* DATASET EXCERPT:

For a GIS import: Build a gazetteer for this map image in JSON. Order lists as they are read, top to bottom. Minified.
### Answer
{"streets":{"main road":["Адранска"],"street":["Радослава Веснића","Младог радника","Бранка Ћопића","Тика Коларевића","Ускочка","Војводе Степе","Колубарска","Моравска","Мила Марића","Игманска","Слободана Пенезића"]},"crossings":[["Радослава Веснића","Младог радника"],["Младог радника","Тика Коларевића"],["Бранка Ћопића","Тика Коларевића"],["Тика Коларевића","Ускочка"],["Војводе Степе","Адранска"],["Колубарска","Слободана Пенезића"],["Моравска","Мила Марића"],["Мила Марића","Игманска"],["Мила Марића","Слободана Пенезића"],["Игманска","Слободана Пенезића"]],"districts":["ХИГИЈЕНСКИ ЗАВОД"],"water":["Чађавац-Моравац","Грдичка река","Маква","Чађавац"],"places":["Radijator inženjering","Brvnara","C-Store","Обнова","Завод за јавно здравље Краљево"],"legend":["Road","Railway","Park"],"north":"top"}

* WHAT IS REQUIRED:
The expected answer is the complete material, restated exactly.

* SOLUTION TO THIS EXERCISE:
For a GIS import: Build a gazetteer for this map image in JSON. Order lists as they are read, top to bottom. Minified.
### Answer
{"streets":{"main road":["Адранска"],"street":["Радослава Веснића","Младог радника","Бранка Ћопића","Тика Коларевића","Ускочка","Војводе Степе","Колубарска","Моравска","Мила Марића","Игманска","Слободана Пенезића"]},"crossings":[["Радослава Веснића","Младог радника"],["Младог радника","Тика Коларевића"],["Бранка Ћопића","Тика Коларевића"],["Тика Коларевића","Ускочка"],["Војводе Степе","Адранска"],["Колубарска","Слободана Пенезића"],["Моравска","Мила Марића"],["Мила Марића","Игманска"],["Мила Марића","Слободана Пенезића"],["Игманска","Слободана Пенезића"]],"districts":["ХИГИЈЕНСКИ ЗАВОД"],"water":["Чађавац-Моравац","Грдичка река","Маква","Чађавац"],"places":["Radijator inženjering","Brvnara","C-Store","Обнова","Завод за јавно здравље Краљево"],"legend":["Road","Railway","Park"],"north":"top"}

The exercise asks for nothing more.